## Exercise aim
All that should be output is the block of lines below from the line with "Transcribe the names" to the line with "Extract the structured data from the map view", both included, exactly as written.

## Data shown
#####
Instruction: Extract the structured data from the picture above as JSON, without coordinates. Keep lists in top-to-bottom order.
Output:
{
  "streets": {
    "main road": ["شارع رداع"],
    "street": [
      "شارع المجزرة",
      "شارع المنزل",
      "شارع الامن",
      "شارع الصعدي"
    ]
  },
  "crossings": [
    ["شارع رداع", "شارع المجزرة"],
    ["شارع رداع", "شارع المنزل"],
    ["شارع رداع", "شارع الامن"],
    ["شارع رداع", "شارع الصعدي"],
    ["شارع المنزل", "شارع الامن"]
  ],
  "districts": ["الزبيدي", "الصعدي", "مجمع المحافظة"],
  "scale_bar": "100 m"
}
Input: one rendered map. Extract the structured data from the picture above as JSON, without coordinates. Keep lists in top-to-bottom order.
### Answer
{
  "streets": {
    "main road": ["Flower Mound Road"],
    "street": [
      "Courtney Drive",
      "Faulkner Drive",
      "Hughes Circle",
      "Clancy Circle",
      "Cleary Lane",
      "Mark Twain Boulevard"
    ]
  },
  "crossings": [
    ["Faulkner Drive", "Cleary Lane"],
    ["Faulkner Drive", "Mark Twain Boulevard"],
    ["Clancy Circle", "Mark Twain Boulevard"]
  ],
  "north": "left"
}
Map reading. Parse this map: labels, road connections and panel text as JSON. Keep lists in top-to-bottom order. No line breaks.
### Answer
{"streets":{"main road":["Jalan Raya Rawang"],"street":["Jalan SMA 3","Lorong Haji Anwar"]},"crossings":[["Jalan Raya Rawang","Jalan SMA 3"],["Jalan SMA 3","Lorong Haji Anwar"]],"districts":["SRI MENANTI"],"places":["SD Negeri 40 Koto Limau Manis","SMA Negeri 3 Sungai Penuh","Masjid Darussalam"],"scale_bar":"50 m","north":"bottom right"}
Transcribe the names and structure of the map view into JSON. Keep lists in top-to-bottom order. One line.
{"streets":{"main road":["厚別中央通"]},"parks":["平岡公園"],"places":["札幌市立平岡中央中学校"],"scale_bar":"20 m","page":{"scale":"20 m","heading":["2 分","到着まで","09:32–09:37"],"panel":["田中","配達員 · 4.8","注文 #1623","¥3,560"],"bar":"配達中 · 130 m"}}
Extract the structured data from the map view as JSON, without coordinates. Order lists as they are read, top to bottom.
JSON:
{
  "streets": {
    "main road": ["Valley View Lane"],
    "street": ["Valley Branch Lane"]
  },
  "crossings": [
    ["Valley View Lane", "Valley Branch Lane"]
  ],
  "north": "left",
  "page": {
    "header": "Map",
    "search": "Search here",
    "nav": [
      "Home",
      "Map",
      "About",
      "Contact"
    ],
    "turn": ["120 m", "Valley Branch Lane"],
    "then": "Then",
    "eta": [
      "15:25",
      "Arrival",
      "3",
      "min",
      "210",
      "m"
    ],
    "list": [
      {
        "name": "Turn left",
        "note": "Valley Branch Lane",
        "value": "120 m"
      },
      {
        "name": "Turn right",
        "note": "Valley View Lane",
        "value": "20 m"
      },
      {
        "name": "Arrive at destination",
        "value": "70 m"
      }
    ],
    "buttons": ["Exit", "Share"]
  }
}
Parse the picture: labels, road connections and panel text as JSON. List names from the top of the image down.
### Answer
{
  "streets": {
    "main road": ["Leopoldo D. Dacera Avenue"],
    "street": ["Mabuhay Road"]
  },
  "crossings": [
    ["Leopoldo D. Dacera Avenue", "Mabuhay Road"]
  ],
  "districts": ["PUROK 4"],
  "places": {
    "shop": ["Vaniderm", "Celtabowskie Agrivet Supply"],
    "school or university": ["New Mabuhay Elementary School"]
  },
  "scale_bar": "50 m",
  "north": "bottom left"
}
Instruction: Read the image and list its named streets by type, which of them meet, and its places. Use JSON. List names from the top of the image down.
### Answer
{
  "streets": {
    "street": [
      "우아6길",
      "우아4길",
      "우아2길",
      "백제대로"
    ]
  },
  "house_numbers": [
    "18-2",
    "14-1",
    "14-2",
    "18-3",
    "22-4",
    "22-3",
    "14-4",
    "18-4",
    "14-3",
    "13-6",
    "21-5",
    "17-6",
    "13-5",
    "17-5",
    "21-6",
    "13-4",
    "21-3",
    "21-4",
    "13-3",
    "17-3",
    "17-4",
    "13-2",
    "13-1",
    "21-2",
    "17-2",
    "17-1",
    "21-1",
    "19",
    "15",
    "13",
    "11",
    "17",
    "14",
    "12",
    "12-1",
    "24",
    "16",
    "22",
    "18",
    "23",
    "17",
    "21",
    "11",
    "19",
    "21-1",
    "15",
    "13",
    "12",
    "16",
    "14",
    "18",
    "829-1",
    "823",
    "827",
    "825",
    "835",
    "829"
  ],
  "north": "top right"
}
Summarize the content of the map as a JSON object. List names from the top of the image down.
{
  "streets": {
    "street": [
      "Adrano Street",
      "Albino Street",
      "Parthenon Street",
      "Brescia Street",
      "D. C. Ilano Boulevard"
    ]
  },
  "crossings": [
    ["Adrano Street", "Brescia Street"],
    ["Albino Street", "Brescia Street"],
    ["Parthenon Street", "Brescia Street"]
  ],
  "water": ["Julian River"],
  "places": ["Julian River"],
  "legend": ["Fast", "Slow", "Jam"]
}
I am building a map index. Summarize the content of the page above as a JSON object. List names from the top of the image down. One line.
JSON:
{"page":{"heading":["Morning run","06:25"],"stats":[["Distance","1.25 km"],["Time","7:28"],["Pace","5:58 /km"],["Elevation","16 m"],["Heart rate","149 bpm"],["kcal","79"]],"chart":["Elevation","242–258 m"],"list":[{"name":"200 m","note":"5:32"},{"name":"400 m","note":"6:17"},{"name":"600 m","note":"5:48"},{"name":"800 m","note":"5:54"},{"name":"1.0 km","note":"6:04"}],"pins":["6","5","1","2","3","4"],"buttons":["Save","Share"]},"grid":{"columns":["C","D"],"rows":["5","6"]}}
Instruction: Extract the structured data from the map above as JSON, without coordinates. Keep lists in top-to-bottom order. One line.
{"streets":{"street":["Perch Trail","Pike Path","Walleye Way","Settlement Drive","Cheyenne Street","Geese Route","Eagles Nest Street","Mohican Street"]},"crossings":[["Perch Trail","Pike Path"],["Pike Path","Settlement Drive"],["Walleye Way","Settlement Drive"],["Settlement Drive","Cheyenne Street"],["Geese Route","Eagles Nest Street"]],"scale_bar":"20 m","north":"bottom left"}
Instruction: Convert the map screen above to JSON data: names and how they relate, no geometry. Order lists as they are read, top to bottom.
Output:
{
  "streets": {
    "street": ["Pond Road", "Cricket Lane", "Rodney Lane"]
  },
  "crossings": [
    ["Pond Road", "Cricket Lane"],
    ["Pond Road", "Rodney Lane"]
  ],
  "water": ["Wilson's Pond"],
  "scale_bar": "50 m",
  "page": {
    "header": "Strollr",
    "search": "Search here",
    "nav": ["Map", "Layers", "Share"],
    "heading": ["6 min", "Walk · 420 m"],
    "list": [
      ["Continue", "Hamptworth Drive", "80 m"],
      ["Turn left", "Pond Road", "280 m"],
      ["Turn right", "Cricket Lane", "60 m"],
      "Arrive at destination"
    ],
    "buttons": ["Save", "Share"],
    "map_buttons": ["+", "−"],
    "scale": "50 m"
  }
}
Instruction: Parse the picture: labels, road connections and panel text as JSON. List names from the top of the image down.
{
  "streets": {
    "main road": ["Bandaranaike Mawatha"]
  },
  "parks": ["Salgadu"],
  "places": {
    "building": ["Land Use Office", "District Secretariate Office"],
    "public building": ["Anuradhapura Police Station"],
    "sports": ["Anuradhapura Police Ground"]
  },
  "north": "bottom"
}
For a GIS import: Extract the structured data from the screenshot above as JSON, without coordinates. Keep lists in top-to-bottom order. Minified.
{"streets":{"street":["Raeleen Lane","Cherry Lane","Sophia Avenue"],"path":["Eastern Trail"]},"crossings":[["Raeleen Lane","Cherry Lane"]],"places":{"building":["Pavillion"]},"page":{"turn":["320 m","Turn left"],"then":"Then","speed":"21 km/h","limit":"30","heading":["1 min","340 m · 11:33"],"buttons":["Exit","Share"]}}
#####
## Task answer
Transcribe the names and structure of the map view into JSON. Keep lists in top-to-bottom order. One line.
{"streets":{"main road":["厚別中央通"]},"parks":["平岡公園"],"places":["札幌市立平岡中央中学校"],"scale_bar":"20 m","page":{"scale":"20 m","heading":["2 分","到着まで","09:32–09:37"],"panel":["田中","配達員 · 4.8","注文 #1623","¥3,560"],"bar":"配達中 · 130 m"}}
Extract the structured data from the map view as JSON, without coordinates. Order lists as they are read, top to bottom.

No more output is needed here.